To do: Search the records for lines with the word "linejoin" and copy each match.

Stored items
┄┄┄┄┄┄┄┄┄┄

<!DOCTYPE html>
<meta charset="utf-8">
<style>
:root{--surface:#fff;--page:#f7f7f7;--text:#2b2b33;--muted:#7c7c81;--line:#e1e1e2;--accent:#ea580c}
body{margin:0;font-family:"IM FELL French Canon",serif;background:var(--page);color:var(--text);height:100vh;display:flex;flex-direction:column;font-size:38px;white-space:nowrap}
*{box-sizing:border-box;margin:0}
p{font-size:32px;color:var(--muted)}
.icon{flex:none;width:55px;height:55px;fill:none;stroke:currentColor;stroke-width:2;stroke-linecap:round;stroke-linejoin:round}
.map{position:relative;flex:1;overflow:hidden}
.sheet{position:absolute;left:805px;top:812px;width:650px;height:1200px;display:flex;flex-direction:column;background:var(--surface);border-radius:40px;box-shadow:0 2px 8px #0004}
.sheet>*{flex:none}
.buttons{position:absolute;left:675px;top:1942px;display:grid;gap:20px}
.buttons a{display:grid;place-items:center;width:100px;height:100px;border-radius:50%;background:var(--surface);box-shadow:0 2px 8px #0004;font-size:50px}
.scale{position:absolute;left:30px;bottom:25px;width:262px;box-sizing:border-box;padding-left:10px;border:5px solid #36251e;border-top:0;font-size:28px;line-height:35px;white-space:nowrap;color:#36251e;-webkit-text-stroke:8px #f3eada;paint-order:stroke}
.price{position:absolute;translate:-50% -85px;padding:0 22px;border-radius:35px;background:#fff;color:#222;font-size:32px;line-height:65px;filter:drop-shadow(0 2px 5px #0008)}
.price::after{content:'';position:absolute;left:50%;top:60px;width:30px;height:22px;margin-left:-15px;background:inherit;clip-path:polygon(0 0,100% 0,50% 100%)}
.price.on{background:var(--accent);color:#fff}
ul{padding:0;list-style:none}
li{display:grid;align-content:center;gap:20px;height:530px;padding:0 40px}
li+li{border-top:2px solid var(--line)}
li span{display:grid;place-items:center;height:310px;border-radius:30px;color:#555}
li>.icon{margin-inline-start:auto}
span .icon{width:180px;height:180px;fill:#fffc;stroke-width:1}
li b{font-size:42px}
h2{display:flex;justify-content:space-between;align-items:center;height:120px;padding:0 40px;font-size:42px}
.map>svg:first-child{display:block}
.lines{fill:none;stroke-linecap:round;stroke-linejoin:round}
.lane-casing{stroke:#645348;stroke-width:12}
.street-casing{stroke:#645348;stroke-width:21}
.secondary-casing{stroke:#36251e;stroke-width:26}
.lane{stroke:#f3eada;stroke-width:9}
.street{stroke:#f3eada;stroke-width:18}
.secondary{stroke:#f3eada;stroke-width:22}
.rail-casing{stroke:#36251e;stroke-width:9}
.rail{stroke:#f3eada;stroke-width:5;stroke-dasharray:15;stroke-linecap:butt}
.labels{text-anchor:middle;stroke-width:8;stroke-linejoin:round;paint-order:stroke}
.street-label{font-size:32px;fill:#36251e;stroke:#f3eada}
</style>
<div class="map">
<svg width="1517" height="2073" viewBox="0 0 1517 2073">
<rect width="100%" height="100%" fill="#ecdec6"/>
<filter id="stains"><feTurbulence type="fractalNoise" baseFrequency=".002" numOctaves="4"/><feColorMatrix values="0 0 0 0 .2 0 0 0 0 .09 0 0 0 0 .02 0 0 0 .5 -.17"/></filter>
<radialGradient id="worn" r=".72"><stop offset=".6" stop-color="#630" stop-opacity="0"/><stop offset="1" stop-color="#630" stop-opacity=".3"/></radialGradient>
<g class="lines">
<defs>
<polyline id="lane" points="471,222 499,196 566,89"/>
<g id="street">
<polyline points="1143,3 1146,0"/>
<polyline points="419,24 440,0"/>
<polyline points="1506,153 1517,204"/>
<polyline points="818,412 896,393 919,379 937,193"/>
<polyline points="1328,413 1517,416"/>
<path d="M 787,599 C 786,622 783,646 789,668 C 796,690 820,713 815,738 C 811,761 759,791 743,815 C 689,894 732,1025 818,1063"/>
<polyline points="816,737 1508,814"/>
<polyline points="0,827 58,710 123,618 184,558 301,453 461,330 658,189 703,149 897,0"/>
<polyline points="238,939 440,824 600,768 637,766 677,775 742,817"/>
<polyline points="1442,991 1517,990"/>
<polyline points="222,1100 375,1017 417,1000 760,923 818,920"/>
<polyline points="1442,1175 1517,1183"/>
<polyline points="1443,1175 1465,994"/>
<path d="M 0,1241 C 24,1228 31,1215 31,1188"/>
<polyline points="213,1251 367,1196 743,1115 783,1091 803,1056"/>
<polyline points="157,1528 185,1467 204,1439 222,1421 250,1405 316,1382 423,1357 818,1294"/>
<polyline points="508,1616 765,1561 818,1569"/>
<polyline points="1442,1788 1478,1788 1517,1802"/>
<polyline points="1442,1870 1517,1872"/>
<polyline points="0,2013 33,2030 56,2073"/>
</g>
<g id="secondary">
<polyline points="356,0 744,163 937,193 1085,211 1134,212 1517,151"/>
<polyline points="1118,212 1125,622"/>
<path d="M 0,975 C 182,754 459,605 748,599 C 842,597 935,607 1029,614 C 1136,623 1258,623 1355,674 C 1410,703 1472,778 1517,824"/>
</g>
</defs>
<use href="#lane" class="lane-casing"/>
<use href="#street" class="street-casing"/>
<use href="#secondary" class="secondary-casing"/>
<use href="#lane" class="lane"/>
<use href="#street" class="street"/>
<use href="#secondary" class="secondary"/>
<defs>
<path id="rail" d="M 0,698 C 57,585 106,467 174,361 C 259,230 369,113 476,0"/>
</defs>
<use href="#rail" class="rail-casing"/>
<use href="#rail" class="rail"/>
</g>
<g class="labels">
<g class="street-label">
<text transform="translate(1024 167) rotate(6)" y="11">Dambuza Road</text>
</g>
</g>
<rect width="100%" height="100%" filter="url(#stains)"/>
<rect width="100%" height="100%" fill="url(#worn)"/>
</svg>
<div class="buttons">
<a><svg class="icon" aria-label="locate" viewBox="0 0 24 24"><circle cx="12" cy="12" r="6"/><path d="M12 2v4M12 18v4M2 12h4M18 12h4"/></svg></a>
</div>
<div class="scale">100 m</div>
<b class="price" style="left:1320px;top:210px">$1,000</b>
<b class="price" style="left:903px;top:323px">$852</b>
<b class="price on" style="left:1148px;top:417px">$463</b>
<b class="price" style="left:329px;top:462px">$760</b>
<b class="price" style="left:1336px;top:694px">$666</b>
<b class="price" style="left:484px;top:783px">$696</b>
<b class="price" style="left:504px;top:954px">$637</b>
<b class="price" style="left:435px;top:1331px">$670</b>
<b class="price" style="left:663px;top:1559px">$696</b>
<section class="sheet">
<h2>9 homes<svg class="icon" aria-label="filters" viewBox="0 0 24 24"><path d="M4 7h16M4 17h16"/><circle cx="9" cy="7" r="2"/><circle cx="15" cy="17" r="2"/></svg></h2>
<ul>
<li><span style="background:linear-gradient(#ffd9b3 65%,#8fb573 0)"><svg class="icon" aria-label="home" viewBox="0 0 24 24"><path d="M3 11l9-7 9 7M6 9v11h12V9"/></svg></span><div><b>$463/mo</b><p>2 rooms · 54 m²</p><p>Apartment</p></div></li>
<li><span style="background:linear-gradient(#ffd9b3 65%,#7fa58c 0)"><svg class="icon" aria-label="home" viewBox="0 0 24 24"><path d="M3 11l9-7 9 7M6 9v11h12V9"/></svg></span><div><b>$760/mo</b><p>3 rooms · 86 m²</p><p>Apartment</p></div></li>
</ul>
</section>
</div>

┄┄┄┄┄┄┄┄┄┄

Solution to this exercise:
.icon{flex:none;width:55px;height:55px;fill:none;stroke:currentColor;stroke-width:2;stroke-linecap:round;stroke-linejoin:round}
.lines{fill:none;stroke-linecap:round;stroke-linejoin:round}
.labels{text-anchor:middle;stroke-width:8;stroke-linejoin:round;paint-order:stroke}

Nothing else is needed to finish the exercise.